在程序中怎样使用DirectX Audio Plug-ins?
What is IAsyncReader for and how can I use it? What is CPullPin?
Most streams in DirectShow use a requested push model. That is, you tell the upstream pin where it should start and stop, and it then delivers you that section of the stream in a sequence of samples delivered to your Receive method on its thread. This works fine for most playback scenarios, but there are some cases where it is not very efficient. One such case is the AVI file format: this is not really designed well for sequential playback, since the chunks you need are often in the wrong place. To play this back efficiently, you need to be able to read more at random in the file, rather than just parsing chunks as they arrive as you would with MPEG for example.
In order to extract the file reading parts of both the MPEG parser and the AVI parser into a common filter (so that for example it could be replaced by a URL filter) it was necessary to have an interface at this point that was efficient in both cases. This is the IAsyncReader interface. Using this interface, each sample is requested separately with a random access style. You can either have the requests fulfilled synchronously on your own thread (SyncRead) or queue them and collect the completed requests later (Request and Wait).
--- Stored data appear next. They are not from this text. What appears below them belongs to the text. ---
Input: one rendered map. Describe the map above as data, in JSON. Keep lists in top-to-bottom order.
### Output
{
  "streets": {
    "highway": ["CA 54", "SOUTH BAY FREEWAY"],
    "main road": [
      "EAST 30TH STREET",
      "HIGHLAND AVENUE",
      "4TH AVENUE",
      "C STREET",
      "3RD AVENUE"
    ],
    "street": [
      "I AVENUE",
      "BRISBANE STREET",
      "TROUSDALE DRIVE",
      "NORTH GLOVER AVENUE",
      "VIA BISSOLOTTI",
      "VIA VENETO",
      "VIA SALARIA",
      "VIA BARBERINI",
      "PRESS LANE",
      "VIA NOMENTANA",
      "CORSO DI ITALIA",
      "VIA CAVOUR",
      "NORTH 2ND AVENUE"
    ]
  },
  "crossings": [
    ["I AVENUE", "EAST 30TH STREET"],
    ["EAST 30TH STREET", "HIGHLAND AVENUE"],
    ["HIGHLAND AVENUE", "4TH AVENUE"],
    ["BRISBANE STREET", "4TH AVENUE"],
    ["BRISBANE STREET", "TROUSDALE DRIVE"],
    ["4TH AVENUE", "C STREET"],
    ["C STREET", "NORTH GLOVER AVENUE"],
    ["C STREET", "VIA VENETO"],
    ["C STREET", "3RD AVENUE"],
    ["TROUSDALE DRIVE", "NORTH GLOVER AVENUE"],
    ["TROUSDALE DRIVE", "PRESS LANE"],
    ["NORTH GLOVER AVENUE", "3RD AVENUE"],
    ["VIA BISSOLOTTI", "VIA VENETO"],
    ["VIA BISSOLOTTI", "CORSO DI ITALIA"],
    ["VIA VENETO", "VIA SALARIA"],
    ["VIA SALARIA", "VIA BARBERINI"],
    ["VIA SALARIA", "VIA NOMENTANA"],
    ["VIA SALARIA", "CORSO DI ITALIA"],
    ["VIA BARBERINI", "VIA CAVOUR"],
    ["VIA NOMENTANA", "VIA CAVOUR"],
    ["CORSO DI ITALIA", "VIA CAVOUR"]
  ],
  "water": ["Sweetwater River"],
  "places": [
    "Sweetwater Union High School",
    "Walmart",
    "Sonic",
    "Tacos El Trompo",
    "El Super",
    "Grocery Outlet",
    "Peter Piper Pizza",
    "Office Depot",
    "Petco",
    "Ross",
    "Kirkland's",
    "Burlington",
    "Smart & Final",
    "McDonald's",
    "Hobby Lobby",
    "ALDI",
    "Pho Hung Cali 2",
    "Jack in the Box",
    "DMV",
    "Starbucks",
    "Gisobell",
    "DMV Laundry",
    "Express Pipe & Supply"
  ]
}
CPullPin provides the client code for this interface for a downstream pin, and really is designed to let the input pin look the same whether it uses IAsyncReader or the normal push-model IMemInputPin::Receive. If you connect to an output pin that uses IMemInputPin::Receive, the data will be sent to your Receive method. If you connect to an output pin that only supports IAsyncReader, then CPullPin provides the 'glue' that pulls data from the output pin and delivers it to your Receive method. It doesn't really get any of the benefit of being able to read data from different positions in the stream. Accordingly you will not be surprised to learn that the mpeg parser uses CPullPin (in sync mode) whereas the AVI file parser uses the IAsyncReader interface in async mode, but using its own code to access discontiguous chunks independently.
In sync mode, the async reader just reads the file. When you call IAsyncReader::SyncReadAligned, it does an unbuffered ReadFile call and then returns. CPullPin in this mode just has a loop that gets a buffer, calls the sync-read method and then calls the (overridden) Receive method to get it to your pin.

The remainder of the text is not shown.